=== Section Start ===

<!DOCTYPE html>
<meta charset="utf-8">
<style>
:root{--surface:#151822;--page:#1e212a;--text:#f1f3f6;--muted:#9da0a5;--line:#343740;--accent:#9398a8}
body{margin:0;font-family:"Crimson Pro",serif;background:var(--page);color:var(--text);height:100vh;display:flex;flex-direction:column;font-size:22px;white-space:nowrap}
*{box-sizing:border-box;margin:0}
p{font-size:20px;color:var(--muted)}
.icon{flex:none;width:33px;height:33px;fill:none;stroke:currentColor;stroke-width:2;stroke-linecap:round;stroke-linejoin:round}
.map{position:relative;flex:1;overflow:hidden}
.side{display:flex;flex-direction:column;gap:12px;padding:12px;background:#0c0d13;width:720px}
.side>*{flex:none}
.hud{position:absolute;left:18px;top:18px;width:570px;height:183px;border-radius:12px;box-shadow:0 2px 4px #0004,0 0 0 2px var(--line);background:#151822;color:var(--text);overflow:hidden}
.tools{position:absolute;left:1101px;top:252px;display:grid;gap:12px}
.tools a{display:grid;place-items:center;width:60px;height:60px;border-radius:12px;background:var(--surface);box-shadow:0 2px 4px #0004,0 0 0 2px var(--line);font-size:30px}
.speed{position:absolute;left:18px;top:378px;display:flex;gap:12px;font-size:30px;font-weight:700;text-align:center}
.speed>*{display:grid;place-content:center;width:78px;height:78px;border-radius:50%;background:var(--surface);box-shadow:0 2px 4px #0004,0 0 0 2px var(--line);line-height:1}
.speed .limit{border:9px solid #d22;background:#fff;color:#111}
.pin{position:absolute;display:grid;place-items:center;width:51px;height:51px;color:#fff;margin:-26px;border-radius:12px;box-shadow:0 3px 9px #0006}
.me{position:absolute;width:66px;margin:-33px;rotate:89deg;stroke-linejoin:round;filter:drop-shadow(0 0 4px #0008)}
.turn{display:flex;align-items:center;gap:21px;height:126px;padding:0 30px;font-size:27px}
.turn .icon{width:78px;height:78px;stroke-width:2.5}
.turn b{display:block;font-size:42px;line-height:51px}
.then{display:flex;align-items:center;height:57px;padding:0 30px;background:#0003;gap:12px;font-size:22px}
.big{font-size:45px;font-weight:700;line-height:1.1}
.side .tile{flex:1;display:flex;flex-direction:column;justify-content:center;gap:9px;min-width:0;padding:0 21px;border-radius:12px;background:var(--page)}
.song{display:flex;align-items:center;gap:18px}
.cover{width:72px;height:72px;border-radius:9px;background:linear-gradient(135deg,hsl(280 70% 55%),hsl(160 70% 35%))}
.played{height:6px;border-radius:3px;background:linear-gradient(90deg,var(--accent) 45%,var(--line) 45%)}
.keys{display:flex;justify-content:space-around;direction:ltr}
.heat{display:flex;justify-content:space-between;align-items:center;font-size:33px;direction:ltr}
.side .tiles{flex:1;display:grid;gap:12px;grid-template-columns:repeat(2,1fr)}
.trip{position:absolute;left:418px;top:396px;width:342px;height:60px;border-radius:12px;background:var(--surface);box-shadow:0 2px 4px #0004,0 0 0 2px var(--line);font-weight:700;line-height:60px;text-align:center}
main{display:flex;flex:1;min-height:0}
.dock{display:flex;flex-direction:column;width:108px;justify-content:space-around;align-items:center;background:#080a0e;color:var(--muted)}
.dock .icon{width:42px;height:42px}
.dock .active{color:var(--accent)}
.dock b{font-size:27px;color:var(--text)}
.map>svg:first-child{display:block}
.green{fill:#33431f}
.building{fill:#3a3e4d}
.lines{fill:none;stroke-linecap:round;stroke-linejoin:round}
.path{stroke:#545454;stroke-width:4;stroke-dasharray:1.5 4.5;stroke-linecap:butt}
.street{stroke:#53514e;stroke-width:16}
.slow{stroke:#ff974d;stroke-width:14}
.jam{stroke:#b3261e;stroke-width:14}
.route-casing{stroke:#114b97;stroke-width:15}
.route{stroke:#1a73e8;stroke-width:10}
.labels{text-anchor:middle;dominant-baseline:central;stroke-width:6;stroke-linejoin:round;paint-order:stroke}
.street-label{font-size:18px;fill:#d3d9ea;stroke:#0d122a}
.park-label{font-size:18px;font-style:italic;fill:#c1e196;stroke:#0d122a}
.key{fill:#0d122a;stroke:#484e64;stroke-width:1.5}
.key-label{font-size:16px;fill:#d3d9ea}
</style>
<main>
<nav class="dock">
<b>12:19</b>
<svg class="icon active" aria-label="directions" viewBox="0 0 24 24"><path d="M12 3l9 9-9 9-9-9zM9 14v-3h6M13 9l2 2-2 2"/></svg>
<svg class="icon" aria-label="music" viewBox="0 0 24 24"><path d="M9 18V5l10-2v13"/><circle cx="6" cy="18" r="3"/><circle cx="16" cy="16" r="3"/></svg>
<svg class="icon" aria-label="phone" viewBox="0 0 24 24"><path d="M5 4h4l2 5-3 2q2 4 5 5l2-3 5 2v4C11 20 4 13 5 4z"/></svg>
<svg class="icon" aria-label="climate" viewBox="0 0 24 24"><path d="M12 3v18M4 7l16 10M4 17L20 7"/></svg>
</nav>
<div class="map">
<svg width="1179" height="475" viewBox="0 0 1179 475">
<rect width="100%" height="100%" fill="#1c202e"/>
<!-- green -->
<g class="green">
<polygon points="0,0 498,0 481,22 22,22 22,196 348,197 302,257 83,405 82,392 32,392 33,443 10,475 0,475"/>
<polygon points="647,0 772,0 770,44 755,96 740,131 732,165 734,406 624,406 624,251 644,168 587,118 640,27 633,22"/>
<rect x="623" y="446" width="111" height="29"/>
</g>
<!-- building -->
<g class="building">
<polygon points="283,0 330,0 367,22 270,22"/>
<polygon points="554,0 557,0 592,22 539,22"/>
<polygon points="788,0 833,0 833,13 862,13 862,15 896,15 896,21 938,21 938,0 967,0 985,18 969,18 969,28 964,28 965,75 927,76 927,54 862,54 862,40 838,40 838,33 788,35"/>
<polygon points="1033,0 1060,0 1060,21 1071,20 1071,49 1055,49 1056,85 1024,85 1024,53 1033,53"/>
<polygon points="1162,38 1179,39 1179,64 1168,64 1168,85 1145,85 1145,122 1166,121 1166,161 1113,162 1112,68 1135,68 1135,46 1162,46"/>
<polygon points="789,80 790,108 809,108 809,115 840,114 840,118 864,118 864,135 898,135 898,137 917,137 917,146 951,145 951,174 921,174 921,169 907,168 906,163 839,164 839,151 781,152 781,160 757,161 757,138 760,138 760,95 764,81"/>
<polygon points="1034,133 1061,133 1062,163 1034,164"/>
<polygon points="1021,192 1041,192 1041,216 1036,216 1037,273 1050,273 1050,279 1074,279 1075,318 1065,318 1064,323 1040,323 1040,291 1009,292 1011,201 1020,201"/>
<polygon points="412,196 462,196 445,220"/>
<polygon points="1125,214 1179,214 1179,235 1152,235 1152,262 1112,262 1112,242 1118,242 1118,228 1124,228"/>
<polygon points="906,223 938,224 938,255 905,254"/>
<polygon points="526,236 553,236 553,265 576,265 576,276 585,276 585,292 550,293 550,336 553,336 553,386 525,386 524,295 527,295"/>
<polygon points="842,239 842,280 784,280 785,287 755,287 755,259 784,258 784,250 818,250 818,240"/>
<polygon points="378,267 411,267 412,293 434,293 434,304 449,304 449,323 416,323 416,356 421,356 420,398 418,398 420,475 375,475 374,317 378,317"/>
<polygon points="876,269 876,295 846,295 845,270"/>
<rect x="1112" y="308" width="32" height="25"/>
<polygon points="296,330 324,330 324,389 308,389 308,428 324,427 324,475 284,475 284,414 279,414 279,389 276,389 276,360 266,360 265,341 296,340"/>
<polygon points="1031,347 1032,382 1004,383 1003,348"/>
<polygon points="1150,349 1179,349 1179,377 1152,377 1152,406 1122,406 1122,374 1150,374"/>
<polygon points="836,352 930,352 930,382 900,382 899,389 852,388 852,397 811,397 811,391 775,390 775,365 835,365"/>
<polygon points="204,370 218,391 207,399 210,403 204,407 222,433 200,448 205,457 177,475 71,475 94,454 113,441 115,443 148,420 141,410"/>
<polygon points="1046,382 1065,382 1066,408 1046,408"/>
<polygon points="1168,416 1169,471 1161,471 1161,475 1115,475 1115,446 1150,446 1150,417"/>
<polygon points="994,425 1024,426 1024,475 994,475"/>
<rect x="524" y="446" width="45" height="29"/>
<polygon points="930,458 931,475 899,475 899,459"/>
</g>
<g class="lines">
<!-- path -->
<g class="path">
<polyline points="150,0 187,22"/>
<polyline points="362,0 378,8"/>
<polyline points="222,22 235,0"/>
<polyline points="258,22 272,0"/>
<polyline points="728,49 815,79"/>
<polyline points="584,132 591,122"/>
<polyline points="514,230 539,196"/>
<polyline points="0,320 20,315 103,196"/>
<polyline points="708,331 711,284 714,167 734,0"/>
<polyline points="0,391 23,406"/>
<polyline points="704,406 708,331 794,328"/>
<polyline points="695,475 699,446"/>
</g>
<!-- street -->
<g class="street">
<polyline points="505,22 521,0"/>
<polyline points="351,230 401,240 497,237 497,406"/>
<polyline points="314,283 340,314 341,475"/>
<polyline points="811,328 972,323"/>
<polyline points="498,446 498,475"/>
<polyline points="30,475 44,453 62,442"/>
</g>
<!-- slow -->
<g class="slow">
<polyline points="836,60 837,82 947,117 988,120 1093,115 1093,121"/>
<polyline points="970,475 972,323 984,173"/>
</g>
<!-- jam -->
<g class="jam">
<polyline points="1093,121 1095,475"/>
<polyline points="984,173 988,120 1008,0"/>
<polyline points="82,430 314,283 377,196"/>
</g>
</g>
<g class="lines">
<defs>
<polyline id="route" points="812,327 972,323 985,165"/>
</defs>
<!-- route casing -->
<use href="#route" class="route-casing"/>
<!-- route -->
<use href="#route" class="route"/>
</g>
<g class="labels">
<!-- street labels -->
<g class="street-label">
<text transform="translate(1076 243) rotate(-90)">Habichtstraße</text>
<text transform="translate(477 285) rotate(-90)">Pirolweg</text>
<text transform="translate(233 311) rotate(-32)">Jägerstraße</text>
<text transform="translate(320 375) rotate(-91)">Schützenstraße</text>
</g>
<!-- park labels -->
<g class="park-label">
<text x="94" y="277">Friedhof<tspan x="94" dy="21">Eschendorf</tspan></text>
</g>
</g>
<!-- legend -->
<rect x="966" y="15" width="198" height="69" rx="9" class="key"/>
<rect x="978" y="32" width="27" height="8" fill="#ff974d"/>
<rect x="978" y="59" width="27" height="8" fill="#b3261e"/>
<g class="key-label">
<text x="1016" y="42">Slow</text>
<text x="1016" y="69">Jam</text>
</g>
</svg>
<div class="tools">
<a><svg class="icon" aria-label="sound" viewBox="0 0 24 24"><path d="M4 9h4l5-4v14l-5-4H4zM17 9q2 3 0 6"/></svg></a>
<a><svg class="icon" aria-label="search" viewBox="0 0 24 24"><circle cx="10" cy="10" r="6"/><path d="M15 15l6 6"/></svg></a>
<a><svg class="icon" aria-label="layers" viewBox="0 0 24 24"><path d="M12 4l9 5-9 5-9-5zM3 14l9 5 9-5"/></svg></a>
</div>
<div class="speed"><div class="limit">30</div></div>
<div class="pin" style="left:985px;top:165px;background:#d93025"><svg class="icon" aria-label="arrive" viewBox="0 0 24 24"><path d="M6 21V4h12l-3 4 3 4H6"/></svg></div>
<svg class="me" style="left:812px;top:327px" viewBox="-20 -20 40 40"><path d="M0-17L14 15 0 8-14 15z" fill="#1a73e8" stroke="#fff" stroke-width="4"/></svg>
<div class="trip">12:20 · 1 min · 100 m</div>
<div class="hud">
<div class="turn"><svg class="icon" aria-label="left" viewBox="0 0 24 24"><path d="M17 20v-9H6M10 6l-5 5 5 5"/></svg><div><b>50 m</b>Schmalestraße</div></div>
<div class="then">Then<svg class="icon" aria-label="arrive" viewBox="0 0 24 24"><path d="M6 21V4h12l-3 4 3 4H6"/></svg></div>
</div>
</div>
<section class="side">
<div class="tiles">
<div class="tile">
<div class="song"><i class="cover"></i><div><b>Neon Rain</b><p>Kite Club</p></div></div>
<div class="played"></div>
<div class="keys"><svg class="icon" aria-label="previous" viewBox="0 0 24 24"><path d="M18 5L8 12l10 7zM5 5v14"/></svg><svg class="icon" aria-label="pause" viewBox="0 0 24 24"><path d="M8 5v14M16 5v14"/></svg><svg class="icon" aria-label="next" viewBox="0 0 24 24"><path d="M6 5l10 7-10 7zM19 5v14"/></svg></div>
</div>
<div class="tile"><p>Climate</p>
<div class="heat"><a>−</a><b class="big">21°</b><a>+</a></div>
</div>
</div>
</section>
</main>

=== Section End ===

**ASSIGNED TASK**
Report, for the data above, every line in which the string "gradient" appears.

**RESPONSE**
.cover{width:72px;height:72px;border-radius:9px;background:linear-gradient(135deg,hsl(280 70% 55%),hsl(160 70% 35%))}
.played{height:6px;border-radius:3px;background:linear-gradient(90deg,var(--accent) 45%,var(--line) 45%)}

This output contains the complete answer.